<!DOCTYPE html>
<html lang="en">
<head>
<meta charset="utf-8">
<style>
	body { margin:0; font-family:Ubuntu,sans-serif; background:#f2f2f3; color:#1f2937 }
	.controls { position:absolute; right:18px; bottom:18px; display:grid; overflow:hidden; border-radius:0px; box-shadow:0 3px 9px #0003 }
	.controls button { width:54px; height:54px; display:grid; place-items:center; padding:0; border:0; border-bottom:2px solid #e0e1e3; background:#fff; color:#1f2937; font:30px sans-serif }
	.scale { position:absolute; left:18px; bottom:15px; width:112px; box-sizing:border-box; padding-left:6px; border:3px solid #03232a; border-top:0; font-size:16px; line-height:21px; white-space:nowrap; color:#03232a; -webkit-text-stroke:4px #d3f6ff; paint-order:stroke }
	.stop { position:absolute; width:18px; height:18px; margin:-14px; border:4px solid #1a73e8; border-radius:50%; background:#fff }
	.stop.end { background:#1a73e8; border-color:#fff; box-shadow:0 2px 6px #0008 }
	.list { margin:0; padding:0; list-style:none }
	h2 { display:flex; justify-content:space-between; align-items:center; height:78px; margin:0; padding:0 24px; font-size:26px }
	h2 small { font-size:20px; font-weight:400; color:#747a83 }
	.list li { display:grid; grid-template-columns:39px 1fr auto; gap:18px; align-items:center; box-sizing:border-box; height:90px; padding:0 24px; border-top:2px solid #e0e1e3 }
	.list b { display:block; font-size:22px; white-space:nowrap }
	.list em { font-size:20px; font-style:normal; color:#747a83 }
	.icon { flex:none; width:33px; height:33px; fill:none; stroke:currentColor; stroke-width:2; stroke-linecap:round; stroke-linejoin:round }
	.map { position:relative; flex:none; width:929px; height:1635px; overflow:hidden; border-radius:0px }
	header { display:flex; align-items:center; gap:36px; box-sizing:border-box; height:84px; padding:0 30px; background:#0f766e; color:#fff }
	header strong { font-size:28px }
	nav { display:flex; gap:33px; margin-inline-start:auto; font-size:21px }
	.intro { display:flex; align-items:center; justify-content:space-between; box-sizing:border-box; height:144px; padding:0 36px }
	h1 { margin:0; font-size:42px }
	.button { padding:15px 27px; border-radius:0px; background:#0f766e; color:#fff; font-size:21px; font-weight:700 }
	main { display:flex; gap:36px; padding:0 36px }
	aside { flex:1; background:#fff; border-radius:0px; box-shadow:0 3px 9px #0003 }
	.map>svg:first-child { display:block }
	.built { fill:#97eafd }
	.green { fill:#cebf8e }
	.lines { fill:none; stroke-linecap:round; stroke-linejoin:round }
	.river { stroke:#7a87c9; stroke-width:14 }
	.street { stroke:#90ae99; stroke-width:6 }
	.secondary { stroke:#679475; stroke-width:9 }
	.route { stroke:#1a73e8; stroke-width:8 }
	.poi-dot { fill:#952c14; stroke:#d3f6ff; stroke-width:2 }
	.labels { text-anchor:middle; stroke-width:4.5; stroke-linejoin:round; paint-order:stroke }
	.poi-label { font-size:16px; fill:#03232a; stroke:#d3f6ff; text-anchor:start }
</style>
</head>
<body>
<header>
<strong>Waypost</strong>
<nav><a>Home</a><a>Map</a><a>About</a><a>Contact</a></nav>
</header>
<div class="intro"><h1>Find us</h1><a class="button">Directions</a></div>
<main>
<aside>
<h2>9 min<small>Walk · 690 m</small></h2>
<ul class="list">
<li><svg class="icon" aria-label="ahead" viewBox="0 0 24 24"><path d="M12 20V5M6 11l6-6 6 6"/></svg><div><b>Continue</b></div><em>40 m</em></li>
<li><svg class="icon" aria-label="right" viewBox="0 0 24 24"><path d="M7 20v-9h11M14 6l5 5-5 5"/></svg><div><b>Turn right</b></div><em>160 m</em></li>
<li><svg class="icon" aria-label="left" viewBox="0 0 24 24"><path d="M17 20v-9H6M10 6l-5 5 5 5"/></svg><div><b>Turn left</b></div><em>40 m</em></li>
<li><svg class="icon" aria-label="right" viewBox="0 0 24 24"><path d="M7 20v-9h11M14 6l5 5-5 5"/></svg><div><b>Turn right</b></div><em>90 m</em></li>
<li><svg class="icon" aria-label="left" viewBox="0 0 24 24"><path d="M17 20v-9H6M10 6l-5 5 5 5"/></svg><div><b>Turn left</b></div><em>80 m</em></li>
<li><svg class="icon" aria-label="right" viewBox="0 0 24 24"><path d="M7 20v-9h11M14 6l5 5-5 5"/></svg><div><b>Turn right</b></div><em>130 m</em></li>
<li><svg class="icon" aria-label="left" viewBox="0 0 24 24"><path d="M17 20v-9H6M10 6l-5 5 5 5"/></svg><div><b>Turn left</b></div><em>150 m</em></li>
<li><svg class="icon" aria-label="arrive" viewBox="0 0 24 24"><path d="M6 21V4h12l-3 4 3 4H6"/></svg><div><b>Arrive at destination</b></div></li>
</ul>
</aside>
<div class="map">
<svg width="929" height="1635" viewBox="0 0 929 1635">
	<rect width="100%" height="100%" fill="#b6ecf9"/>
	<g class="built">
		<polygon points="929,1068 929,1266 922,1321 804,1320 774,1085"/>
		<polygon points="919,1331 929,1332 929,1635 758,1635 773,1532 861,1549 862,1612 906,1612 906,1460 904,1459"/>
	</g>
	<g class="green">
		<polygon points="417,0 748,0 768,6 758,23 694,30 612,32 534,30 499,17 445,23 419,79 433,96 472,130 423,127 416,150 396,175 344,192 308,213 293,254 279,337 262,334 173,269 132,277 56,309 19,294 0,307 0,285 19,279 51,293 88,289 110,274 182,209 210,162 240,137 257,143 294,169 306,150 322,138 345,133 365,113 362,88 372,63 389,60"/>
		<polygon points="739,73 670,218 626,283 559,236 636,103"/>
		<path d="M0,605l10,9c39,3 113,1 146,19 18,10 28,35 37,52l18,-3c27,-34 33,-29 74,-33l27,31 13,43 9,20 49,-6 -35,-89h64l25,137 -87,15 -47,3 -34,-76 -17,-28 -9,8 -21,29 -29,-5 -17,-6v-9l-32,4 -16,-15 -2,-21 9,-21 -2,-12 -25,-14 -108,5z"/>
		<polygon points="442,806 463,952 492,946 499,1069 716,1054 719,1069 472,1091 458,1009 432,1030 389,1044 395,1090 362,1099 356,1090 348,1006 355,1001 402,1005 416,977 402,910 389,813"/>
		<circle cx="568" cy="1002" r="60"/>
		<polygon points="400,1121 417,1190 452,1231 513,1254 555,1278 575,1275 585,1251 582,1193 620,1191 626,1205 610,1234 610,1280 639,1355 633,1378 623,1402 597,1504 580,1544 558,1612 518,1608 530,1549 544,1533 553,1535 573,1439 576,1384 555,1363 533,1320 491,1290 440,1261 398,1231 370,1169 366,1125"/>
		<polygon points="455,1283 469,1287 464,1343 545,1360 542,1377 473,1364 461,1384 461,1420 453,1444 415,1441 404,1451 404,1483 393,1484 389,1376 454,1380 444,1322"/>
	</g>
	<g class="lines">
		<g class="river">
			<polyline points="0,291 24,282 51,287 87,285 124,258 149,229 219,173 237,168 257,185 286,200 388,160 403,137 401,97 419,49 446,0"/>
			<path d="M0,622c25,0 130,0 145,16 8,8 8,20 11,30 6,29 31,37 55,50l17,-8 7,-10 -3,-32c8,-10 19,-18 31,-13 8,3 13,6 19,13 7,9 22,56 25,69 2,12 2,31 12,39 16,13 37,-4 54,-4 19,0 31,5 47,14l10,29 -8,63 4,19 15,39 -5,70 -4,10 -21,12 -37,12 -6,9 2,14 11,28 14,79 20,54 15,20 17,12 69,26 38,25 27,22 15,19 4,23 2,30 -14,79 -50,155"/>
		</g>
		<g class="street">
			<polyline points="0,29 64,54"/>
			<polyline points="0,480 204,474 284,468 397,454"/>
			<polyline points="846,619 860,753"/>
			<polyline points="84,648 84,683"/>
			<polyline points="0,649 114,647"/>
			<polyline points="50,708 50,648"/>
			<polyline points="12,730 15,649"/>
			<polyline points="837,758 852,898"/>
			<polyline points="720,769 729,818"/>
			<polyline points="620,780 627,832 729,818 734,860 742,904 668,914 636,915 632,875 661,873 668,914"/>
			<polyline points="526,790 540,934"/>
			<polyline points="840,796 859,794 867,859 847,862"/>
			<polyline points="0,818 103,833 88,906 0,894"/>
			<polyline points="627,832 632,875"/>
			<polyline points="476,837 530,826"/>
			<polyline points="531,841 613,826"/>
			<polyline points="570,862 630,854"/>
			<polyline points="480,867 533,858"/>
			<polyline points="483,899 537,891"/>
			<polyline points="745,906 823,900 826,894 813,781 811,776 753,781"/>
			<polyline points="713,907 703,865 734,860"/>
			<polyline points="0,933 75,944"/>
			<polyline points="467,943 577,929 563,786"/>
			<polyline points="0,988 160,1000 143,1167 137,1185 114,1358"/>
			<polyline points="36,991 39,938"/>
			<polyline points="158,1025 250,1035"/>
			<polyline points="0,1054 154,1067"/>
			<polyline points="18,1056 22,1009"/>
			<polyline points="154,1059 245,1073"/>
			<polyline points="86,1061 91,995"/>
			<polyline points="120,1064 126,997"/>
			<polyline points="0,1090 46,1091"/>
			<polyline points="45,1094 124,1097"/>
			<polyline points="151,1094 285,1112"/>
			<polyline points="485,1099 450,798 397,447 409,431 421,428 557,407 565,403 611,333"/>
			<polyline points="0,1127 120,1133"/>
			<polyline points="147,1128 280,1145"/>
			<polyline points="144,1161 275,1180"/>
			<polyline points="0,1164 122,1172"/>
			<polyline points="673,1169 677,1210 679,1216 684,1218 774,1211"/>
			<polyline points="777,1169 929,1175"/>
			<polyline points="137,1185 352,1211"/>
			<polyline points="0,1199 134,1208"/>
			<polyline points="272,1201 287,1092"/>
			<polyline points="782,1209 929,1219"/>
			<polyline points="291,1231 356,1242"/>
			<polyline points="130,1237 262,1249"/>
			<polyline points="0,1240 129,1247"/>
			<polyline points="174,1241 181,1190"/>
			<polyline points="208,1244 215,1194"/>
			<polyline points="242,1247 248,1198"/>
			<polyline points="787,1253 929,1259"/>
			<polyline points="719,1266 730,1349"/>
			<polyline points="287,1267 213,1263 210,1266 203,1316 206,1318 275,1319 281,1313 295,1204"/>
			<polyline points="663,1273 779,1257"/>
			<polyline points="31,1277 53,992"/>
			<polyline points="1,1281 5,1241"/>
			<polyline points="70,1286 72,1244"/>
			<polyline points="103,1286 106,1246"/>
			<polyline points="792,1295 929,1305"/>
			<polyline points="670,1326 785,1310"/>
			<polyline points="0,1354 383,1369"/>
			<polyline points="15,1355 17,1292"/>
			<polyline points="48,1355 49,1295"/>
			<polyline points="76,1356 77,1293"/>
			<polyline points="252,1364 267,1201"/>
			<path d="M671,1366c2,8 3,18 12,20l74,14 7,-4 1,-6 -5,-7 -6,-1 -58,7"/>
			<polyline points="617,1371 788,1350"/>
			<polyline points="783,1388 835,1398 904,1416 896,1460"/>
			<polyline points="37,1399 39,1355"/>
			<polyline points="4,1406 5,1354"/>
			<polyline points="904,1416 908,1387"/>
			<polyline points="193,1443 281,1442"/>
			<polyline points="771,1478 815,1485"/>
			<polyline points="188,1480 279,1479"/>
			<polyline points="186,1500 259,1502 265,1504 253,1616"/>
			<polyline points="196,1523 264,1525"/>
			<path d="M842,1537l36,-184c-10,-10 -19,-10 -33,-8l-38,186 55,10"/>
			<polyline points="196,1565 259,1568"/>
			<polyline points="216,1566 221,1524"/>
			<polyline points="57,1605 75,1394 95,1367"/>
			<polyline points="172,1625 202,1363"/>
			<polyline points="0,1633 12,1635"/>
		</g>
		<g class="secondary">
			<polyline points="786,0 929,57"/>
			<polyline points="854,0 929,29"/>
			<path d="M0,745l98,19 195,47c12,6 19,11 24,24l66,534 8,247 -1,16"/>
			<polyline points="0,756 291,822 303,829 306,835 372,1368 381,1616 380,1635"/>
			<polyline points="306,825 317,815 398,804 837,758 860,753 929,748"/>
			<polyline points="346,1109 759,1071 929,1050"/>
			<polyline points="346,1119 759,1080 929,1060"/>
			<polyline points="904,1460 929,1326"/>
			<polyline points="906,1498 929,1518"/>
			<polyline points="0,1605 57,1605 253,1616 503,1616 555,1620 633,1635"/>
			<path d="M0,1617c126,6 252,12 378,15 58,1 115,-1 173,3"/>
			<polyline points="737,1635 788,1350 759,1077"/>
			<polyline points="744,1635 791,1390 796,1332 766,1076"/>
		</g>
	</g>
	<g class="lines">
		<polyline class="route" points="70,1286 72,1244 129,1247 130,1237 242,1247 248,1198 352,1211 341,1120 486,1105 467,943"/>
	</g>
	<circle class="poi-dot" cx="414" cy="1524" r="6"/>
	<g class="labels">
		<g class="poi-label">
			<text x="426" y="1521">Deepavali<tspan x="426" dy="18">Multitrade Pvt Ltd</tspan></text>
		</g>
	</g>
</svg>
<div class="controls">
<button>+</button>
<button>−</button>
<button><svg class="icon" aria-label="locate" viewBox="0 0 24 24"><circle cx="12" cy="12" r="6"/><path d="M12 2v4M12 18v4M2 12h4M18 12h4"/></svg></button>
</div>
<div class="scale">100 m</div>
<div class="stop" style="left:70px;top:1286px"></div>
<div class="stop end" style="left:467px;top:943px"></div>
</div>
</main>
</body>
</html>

|---|

## [Aim of the exercise]
Proceeding from the line containing "position:relative; flex:none; width:929px;" through the line containing "display:flex; align-items:center; justify-content:space-between;", transcribe the lines above exactly, both end lines included.

## [Exercise output]
	.map { position:relative; flex:none; width:929px; height:1635px; overflow:hidden; border-radius:0px }
	header { display:flex; align-items:center; gap:36px; box-sizing:border-box; height:84px; padding:0 30px; background:#0f766e; color:#fff }
	header strong { font-size:28px }
	nav { display:flex; gap:33px; margin-inline-start:auto; font-size:21px }
	.intro { display:flex; align-items:center; justify-content:space-between; box-sizing:border-box; height:144px; padding:0 36px }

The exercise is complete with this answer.